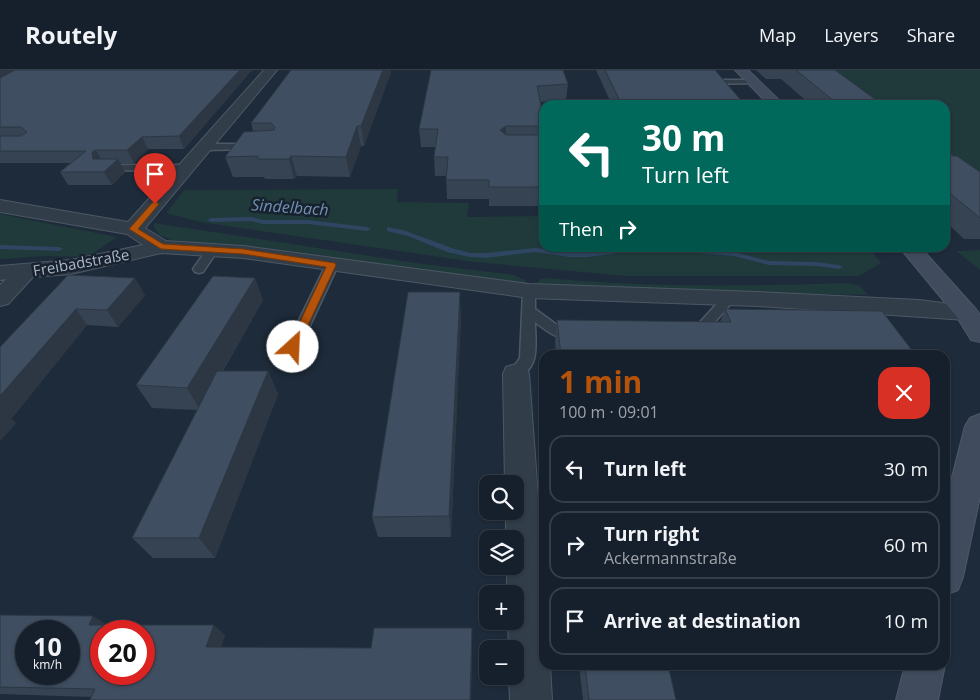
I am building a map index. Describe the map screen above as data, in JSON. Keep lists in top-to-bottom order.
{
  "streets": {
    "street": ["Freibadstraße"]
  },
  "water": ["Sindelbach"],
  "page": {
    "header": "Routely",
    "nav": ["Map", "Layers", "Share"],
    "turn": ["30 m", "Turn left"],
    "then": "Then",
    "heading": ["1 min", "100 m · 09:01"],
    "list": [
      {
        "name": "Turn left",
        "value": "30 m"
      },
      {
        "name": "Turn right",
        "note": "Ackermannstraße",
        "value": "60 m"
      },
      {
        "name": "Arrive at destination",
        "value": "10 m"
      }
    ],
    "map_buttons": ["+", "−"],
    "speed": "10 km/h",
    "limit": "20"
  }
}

================================

*INSTRUCTIONS TO FOLLOW:*
Without including any picture, retype the entries exactly.

*RESULT OF THE TASK:*
I am building a map index. Describe the map screen above as data, in JSON. Keep lists in top-to-bottom order.
{
  "streets": {
    "street": ["Freibadstraße"]
  },
  "water": ["Sindelbach"],
  "page": {
    "header": "Routely",
    "nav": ["Map", "Layers", "Share"],
    "turn": ["30 m", "Turn left"],
    "then": "Then",
    "heading": ["1 min", "100 m · 09:01"],
    "list": [
      {
        "name": "Turn left",
        "value": "30 m"
      },
      {
        "name": "Turn right",
        "note": "Ackermannstraße",
        "value": "60 m"
      },
      {
        "name": "Arrive at destination",
        "value": "10 m"
      }
    ],
    "map_buttons": ["+", "−"],
    "speed": "10 km/h",
    "limit": "20"
  }
}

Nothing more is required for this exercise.